Le château de Courcy se trouve à l'extrémité du village de ce nom, du côté du levant: pauvre village, auquel une curieuse église du XIIe siècle, d'un style roman assez orné et très caractéristique, donne seule de l'intérêt. Cet édifice, par ses arcatures en plein cintre, s'entre-croisant de manière à dessiner une ogive sous leur intersection, par les détails d'une ornementation barbare mais recherchée, fournit un spécimen original et digne d'être étudié, de l'architecture qui prévalait en Normandie sous le règne de Henri, fils de Guillaume le Conquérant, dans son application aux édifices religieux de médiocre importance. L'église de Courcy n'a cessé, depuis le XIIe siècle, d'être fréquentée par de nombreux pèlerins. Ils y sont attirés par la présence d'une chaîne de fer consacrée à saint Léonard, à laquelle la tradition attribue une vertu miraculeuse. Un seigneur de Courcy l'aurait, dit-on, rapportée de Terre Sainte. On veut qu'elle fût alors recouverte d'une couche d'argent, ce que rien dans son état actuel ne paraît indiquer: il faut bien pardonner aux légendes populaires quelques embellissements. La renommée de la chaîne de Courcy a du moins le mérite d'une respectable antiquité, ce qui ne l'a cependant pas empêchée de conserver jusqu'à nos jours une partie de son ancienne vogue. Elle est connue parmi les habitants des campagnes à bien des lieues à la ronde.

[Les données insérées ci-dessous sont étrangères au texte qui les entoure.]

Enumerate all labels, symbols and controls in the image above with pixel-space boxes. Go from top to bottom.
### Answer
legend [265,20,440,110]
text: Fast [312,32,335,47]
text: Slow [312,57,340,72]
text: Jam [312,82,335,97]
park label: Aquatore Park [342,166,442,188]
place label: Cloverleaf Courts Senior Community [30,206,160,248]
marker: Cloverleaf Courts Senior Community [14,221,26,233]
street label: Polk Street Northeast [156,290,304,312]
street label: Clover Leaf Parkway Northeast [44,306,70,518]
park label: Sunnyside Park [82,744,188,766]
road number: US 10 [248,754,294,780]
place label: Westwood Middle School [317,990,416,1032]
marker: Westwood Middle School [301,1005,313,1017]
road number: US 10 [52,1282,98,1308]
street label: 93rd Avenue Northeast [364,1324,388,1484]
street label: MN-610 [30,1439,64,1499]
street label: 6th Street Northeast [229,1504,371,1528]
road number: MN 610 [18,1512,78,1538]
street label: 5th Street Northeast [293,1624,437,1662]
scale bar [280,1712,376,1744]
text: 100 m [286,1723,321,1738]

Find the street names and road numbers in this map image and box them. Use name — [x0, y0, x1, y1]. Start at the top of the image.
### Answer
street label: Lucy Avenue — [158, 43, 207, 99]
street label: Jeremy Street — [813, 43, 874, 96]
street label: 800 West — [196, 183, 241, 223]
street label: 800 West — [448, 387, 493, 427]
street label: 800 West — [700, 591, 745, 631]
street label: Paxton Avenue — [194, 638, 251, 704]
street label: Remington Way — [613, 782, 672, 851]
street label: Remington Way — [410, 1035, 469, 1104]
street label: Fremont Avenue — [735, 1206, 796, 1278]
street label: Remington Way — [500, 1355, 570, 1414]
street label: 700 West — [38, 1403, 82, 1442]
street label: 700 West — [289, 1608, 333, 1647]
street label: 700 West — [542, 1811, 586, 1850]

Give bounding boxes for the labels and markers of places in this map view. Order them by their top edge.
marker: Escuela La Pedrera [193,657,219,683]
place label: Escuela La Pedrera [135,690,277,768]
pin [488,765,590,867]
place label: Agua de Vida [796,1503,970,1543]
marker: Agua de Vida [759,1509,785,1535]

Courcy était une des principales baronnies du duché de Normandie et comptait au nombre de celles qui, jusqu'au règne de Louis XII, eurent droit de séance à la cour de l'Echiquier. Cette terre a donné son nom à une des plus illustres familles de la province, dont l'origine remonte à Robert de Courcy, un des six fils de Baudry le Teutonique, chevalier allemand qui vint se fixer en Normandie au commencement du XIe siècle, sous le règne du duc Richard le Bon. Robert eut pour fils Richard de Courcy, un des compagnons de Guillaume à la conquête de l'Angleterre; il y reçut en apanage la baronnie de Stoke-Courcy dans le comté de Somerset, avec un grand nombre d'autres seigneuries. Richard, dans ses vieux jours, eut à soutenir un siège mémorable dans son château de Courcy en l'an 1091. Il fut attaqué par une armée entière aux ordres de Robert de Bellême, comte d'Alençon, un des plus redoutables tyrans de ce siècle de violences; le duc de Normandie lui-même, Robert Courte-Heuse, fils imprudent et malavisé du plus habile des princes, vint prêter son appui à cette inique agression. A l'aide de ses fils, de ses vassaux, de ses amis, surtout des seigneurs de Grandmesnil, ses voisins, Richard de Courcy soutint avec une indomptable énergie les attaques de ses puissants adversaires. La première enceinte ayant été en partie emportée, les défenseurs de Courcy disputèrent pied à pied l'espace qui s'étendait entre les deux lignes de fossés.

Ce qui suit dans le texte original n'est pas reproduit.